**DIRECTIONS FOR THIS TASK**. Return every line from the records below with the string "bottom".

**MATERIAL FOR THE TASK**.
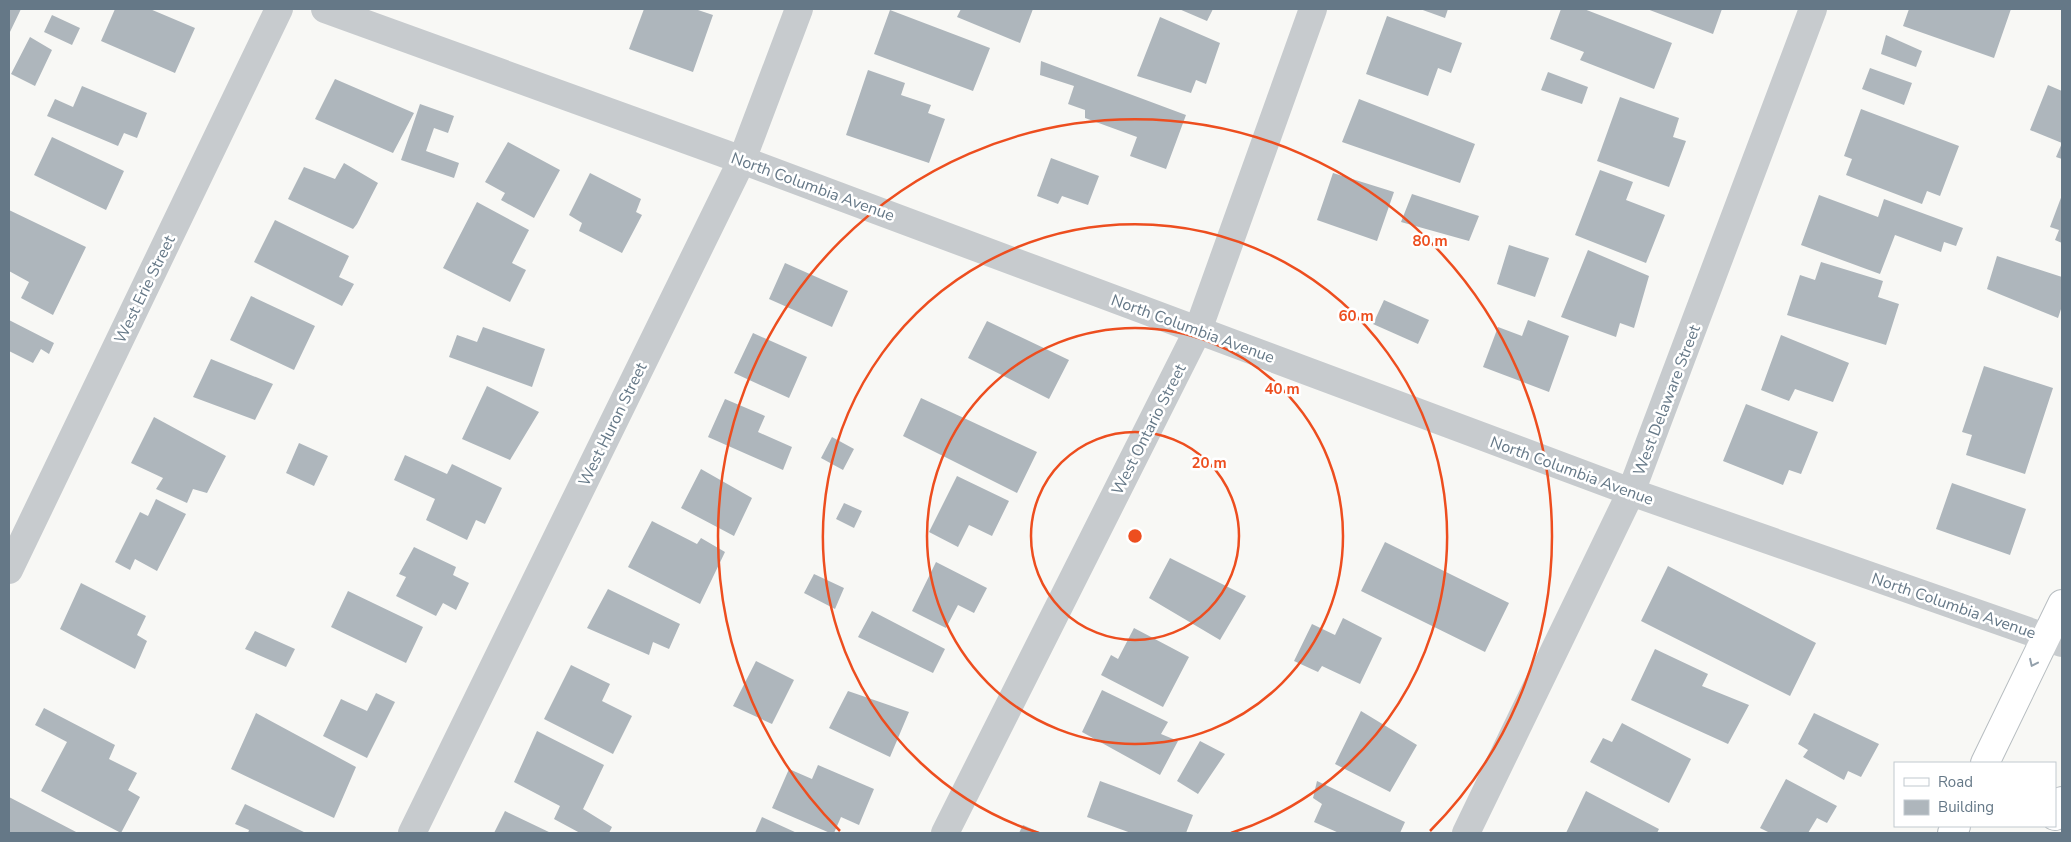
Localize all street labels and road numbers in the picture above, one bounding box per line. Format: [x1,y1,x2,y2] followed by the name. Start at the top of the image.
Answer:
[728,147,897,227] street label: North Columbia Avenue
[109,231,181,347] street label: West Erie Street
[1108,289,1277,369] street label: North Columbia Avenue
[1628,321,1706,479] street label: West Delaware Street
[573,359,653,490] street label: West Huron Street
[1106,360,1192,499] street label: West Ontario Street
[1487,431,1656,511] street label: North Columbia Avenue
[1869,567,2039,644] street label: North Columbia Avenue

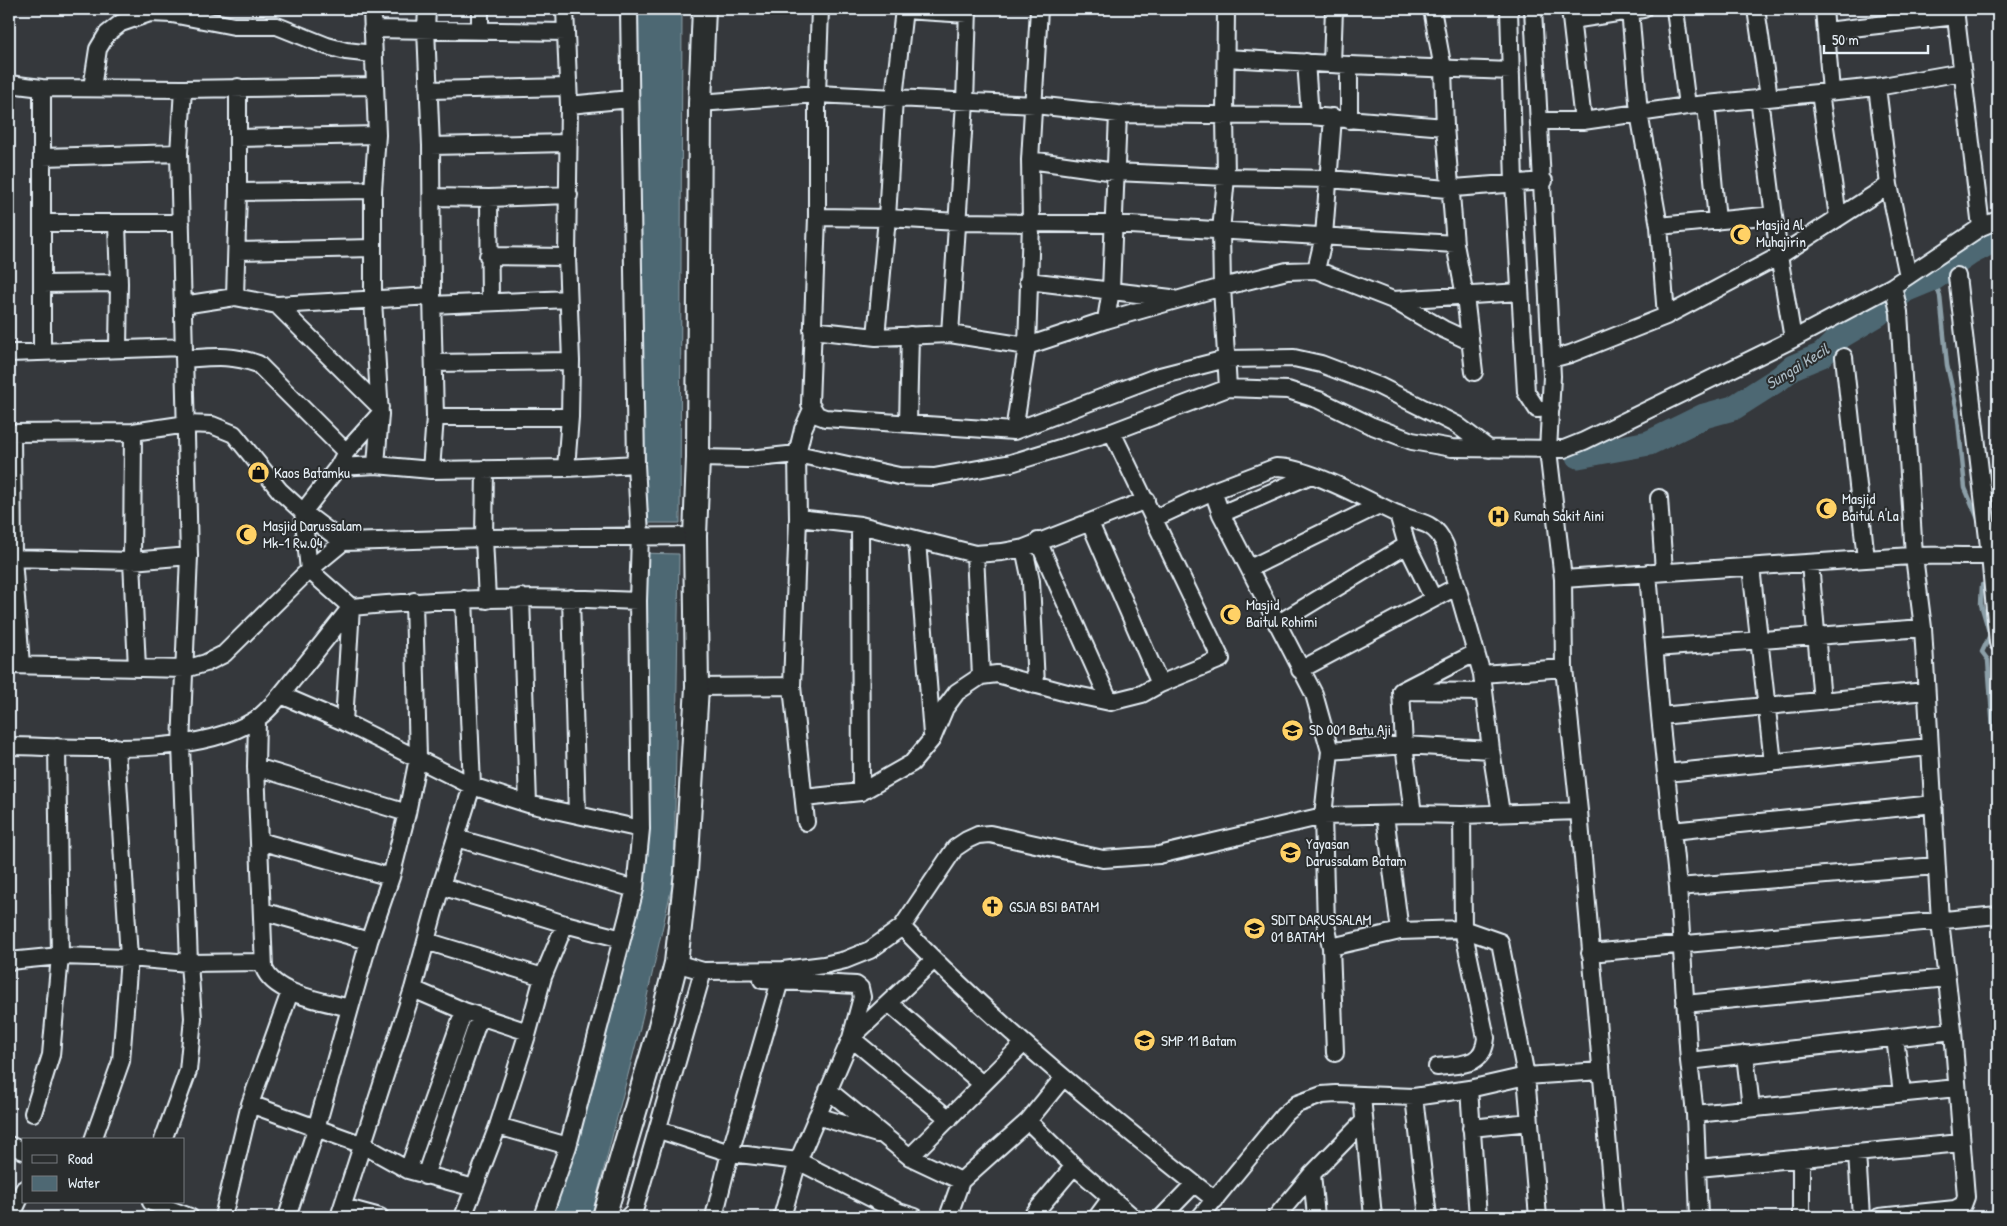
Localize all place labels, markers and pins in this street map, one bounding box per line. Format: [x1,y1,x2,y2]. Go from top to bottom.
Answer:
place label: Masjid Al Muhajirin [1756,214,1806,252]
mosque icon: Masjid Al Muhajirin [1728,222,1752,246]
shop icon: Kaos Batamku [246,461,270,485]
place label: Kaos Batamku [274,462,350,483]
place label: Masjid Baitul A'La [1842,488,1899,526]
mosque icon: Masjid Baitul A'La [1814,496,1838,520]
hospital icon: Rumah Sakit Aini [1486,504,1510,528]
place label: Rumah Sakit Aini [1514,505,1604,526]
place label: Masjid Darussalam Mk-1 Rw.04 [263,515,362,553]
mosque icon: Masjid Darussalam Mk-1 Rw.04 [235,523,259,547]
place label: Masjid Baitul Rohimi [1246,594,1318,632]
mosque icon: Masjid Baitul Rohimi [1218,602,1242,626]
school or university icon: SD 001 Batu Aji [1281,718,1305,742]
place label: SD 001 Batu Aji [1309,719,1391,740]
place label: Yayasan Darussalam Batam [1306,833,1406,871]
school or university icon: Yayasan Darussalam Batam [1278,841,1302,865]
church icon: GSJA BSI BATAM [981,895,1005,919]
place label: GSJA BSI BATAM [1009,896,1099,917]
place label: SDIT DARUSSALAM 01 BATAM [1271,909,1372,947]
school or university icon: SDIT DARUSSALAM 01 BATAM [1243,917,1267,941]
school or university icon: SMP 11 Batam [1133,1029,1157,1053]
place label: SMP 11 Batam [1161,1030,1237,1051]

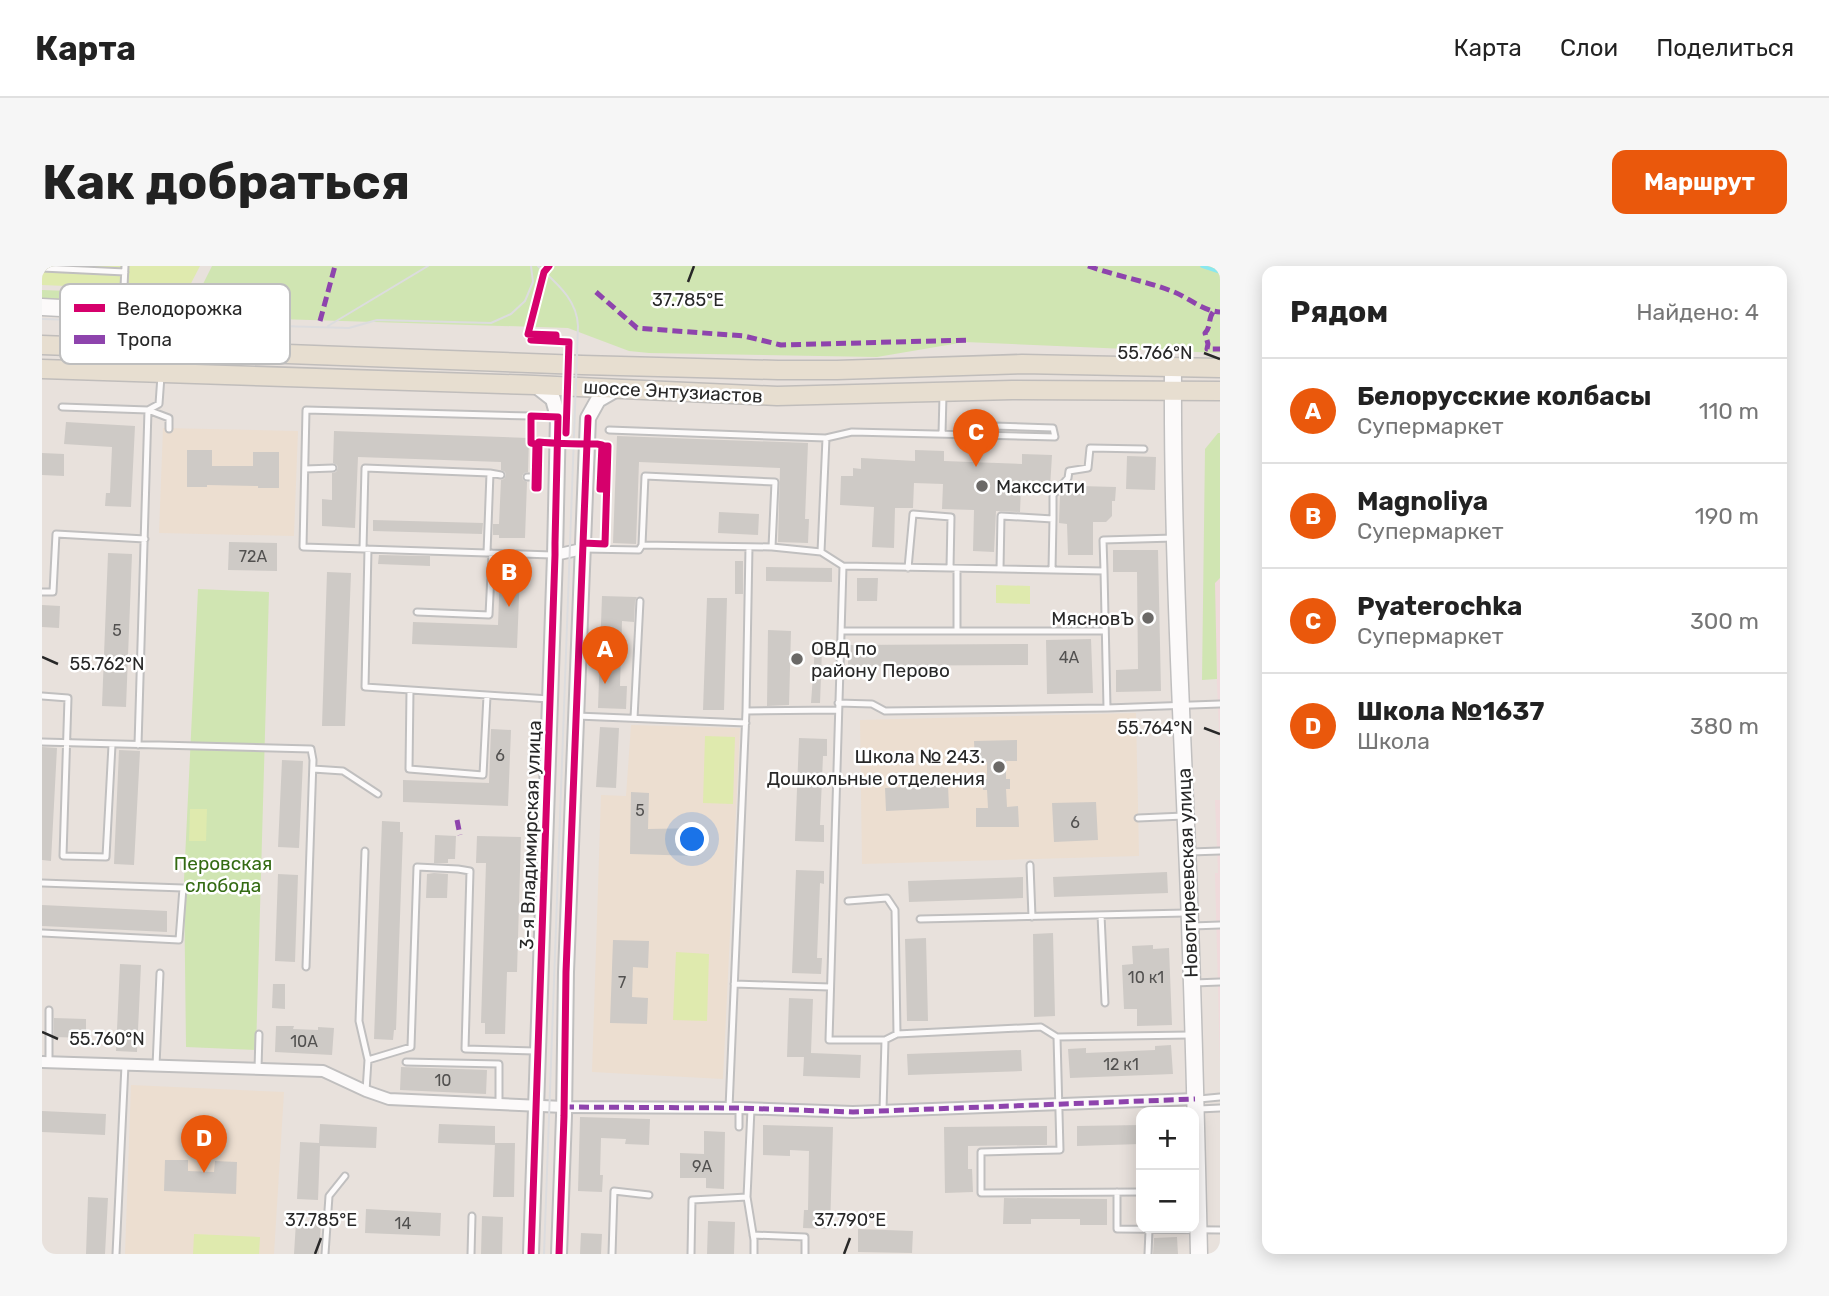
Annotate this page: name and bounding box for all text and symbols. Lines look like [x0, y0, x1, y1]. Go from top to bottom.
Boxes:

**OUTPUT OF THE EXERCISE**.
Localize all place labels, markers and pins in this street map, one bounding box per line. Format: [x1,y1,x2,y2]. Go from top to bottom.
Annotate this page: name and bounding box for all text and symbols. Lines look like [x0, y0, x1, y1]. Go from top to bottom.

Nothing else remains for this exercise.